For cyclists the areas of concern are the hands and the crotch. In the hands the median nerve supplies the feeling to the thumb, long, index and half of the ring finger while the ulnar nerve supplies the other half of the ring finger and small (pinky) finger. The ulnar nerve supplies the motor function (power) to a lot of the small muscles in the hand (intrinsic muscles) as well. The pudendal nerve supplies the feeling to the genitalia.

Prevention of the symptoms involved is the best strategy for avoiding these problems. In terms of pressure on the nerves in the hands, changing positions on the handle bars every few minutes is the key.

There are 5 different positions that one can place your hands on standard drop bars- even more postions are provided if you are using an aero bar extension.

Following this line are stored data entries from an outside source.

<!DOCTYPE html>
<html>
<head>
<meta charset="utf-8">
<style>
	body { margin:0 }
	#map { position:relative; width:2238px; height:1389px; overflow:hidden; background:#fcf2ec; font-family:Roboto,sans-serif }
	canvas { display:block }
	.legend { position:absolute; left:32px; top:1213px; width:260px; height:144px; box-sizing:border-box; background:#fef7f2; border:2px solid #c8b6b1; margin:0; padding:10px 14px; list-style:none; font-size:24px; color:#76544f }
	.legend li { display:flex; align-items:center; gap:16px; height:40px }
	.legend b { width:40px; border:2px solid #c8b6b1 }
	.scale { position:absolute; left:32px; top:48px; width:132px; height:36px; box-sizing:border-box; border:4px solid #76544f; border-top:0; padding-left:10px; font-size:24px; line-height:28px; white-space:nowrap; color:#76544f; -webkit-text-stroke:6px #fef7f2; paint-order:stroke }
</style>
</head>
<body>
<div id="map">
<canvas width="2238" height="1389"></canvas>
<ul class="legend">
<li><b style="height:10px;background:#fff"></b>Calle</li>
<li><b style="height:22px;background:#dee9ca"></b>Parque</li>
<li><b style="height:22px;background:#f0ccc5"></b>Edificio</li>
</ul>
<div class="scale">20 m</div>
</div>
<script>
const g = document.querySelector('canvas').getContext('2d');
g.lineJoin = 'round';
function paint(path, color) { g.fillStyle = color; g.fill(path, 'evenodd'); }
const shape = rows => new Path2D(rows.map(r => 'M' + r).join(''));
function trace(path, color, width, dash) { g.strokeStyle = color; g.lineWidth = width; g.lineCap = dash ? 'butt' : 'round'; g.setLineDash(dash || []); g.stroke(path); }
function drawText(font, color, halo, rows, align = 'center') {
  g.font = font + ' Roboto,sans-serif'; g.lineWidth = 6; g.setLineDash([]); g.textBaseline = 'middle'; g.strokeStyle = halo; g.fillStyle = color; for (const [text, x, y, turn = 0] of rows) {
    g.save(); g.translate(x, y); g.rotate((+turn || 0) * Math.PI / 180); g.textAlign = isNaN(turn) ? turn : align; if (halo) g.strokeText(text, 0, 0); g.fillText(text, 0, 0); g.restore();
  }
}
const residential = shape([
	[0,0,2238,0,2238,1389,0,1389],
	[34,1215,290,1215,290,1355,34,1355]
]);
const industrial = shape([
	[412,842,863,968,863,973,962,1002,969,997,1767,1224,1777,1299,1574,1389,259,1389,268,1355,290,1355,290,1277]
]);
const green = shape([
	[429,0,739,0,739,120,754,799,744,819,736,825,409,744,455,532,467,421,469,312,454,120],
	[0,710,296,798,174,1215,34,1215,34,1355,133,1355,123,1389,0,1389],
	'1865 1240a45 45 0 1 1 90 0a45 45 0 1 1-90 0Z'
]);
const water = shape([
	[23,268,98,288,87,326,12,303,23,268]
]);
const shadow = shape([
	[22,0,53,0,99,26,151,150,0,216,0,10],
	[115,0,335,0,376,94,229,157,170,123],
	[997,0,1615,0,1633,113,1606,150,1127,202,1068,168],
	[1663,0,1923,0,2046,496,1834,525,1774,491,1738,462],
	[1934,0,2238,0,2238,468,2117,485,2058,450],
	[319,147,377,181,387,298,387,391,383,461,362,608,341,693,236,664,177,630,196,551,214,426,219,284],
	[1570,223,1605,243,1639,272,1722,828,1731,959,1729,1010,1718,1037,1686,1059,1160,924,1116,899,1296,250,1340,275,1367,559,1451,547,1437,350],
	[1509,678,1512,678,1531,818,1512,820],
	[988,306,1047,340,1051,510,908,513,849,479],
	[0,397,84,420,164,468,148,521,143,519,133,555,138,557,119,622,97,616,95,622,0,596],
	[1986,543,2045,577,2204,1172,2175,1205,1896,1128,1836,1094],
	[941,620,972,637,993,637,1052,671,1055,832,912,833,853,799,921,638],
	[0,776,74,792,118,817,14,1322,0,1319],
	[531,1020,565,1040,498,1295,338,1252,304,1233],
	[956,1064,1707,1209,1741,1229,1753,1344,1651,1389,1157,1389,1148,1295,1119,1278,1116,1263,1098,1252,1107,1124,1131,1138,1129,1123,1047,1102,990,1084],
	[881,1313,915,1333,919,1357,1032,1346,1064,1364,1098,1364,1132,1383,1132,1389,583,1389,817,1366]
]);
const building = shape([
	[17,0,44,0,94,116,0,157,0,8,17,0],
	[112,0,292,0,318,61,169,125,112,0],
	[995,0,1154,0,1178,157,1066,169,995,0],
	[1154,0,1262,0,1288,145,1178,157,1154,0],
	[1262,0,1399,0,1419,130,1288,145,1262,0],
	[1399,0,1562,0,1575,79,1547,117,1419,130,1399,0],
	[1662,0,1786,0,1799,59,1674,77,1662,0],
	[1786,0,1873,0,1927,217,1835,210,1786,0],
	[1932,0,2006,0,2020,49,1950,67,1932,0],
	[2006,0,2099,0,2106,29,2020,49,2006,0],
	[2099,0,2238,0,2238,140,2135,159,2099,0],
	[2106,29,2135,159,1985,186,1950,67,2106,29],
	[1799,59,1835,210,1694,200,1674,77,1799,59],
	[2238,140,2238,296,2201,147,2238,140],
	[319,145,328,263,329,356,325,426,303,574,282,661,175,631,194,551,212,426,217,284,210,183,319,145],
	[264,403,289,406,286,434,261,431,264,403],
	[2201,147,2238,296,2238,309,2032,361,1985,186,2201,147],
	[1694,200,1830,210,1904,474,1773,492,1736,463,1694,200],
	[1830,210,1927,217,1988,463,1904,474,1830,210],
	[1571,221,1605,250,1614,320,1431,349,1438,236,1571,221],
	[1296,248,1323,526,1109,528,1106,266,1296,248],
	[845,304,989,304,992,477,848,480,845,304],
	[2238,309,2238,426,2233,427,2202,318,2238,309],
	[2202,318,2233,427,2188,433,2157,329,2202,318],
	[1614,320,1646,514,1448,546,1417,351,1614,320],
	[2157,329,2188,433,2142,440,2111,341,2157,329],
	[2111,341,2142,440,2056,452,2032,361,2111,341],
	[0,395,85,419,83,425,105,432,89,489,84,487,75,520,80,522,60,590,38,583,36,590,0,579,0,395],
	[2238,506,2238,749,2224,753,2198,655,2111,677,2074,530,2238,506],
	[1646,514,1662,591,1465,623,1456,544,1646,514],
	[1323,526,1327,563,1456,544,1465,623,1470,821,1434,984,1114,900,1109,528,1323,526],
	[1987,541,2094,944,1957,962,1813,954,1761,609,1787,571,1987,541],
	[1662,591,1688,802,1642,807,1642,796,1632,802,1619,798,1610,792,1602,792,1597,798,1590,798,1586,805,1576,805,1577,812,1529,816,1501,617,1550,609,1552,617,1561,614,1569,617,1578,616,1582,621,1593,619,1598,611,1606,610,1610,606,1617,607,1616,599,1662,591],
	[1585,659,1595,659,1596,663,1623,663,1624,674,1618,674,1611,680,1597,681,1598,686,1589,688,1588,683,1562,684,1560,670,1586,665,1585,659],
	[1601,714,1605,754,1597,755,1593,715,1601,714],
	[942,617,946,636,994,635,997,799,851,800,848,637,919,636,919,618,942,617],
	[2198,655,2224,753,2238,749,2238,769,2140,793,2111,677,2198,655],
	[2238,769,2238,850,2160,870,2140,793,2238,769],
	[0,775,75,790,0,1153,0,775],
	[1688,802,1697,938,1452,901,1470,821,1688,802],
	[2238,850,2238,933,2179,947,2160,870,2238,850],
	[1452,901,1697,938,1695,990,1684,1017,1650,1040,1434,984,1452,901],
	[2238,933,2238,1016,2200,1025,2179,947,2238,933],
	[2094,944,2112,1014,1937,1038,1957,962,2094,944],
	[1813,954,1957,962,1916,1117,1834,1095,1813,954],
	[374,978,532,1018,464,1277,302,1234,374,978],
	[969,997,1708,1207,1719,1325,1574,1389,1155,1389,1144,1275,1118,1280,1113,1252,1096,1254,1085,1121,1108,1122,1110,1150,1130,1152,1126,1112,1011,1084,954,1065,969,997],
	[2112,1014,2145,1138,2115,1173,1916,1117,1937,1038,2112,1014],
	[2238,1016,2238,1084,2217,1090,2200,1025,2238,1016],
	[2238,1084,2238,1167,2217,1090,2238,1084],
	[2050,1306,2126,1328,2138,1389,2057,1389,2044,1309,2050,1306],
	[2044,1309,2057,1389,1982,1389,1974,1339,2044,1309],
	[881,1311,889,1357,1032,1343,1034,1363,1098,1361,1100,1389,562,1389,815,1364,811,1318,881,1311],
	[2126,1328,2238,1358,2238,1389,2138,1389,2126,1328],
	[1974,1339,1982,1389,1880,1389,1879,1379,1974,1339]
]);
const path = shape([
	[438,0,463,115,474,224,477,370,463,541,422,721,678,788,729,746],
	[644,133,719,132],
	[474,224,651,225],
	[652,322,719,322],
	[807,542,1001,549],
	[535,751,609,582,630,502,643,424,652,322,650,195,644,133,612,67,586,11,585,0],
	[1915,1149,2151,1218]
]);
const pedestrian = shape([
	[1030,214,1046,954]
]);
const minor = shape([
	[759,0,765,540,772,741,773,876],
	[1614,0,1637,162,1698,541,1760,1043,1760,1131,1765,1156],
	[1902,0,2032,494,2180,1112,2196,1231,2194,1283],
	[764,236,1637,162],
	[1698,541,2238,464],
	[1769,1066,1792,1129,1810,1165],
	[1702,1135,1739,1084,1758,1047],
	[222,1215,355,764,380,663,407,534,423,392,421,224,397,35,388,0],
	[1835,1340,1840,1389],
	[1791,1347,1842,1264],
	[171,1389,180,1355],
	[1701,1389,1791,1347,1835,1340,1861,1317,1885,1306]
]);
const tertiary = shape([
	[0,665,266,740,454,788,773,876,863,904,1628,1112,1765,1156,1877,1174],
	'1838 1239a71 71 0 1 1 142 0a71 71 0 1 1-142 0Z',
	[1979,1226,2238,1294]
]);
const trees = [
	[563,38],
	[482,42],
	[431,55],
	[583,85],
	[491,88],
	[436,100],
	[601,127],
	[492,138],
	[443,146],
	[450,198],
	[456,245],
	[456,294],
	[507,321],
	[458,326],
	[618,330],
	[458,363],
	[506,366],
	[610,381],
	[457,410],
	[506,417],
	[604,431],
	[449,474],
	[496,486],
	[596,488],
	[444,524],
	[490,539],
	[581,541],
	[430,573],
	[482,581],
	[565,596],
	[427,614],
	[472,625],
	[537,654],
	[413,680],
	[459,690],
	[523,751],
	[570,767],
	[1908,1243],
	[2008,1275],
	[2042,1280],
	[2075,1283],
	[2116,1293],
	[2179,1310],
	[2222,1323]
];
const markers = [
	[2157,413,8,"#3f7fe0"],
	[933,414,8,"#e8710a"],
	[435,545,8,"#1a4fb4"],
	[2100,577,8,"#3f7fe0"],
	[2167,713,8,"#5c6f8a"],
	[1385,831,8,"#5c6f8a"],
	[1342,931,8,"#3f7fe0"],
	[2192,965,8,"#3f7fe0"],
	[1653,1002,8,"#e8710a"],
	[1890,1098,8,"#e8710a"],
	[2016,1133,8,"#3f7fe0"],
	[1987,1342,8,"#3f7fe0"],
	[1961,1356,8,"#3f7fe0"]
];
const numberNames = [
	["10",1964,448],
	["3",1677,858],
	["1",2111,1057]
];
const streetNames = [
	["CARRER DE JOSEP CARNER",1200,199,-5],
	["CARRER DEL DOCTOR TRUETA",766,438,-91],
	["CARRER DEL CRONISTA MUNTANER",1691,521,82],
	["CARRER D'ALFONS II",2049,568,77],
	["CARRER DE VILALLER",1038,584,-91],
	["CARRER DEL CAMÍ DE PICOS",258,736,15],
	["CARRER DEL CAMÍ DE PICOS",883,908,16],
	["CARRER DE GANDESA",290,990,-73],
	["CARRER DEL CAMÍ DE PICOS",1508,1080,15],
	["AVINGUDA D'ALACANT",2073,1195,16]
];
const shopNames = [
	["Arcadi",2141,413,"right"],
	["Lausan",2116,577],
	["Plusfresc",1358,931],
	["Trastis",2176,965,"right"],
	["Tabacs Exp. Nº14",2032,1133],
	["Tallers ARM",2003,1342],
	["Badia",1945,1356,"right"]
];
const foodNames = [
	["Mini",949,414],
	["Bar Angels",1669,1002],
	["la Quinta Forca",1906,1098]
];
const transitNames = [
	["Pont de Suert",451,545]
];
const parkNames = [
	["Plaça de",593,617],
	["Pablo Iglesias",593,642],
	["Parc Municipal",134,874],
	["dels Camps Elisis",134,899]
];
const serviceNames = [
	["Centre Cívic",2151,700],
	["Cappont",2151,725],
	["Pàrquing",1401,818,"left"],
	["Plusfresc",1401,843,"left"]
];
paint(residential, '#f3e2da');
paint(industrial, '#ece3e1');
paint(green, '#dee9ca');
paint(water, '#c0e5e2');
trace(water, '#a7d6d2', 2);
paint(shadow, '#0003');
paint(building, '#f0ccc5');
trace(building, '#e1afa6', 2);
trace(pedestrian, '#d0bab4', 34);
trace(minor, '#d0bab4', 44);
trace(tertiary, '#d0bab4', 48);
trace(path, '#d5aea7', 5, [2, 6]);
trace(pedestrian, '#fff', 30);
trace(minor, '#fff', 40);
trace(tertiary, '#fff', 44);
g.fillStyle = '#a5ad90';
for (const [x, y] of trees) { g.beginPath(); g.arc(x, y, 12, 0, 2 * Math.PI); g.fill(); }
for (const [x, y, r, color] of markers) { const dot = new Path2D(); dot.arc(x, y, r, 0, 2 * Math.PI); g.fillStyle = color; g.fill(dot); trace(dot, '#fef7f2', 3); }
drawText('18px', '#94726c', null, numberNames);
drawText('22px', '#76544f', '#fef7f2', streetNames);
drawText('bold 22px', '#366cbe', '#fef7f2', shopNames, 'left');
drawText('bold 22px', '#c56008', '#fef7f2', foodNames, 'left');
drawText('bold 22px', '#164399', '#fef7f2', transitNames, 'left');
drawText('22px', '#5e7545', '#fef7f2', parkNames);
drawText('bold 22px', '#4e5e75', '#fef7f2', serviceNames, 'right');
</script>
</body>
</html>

You should experiment which positions feel the best in terms of control of the steering and generation of power with the pedal stroke. Identify which are your 3-4 favorites and rotate through them every hour during a ride or race.

As far as the crotch goes changing positions is the key there as well. The recommendation is to stand for 100-150 pedal strokes every 5-10 minutes. This will get the pressure off the pudendal nerve and will prevent saddle soreness as well. Standing is particularly valuable when climbing hills and in this situation 50% of time standing as well as 50% sitting are reasonable goals. Standing also provides mandatory changes in hand position which will get the pressure off the median and ulnar nerves.

As with so many potential injury situations in cycling, understanding the principles of prevention is the key to success and comfort while riding for pleasure or competing in this great sport.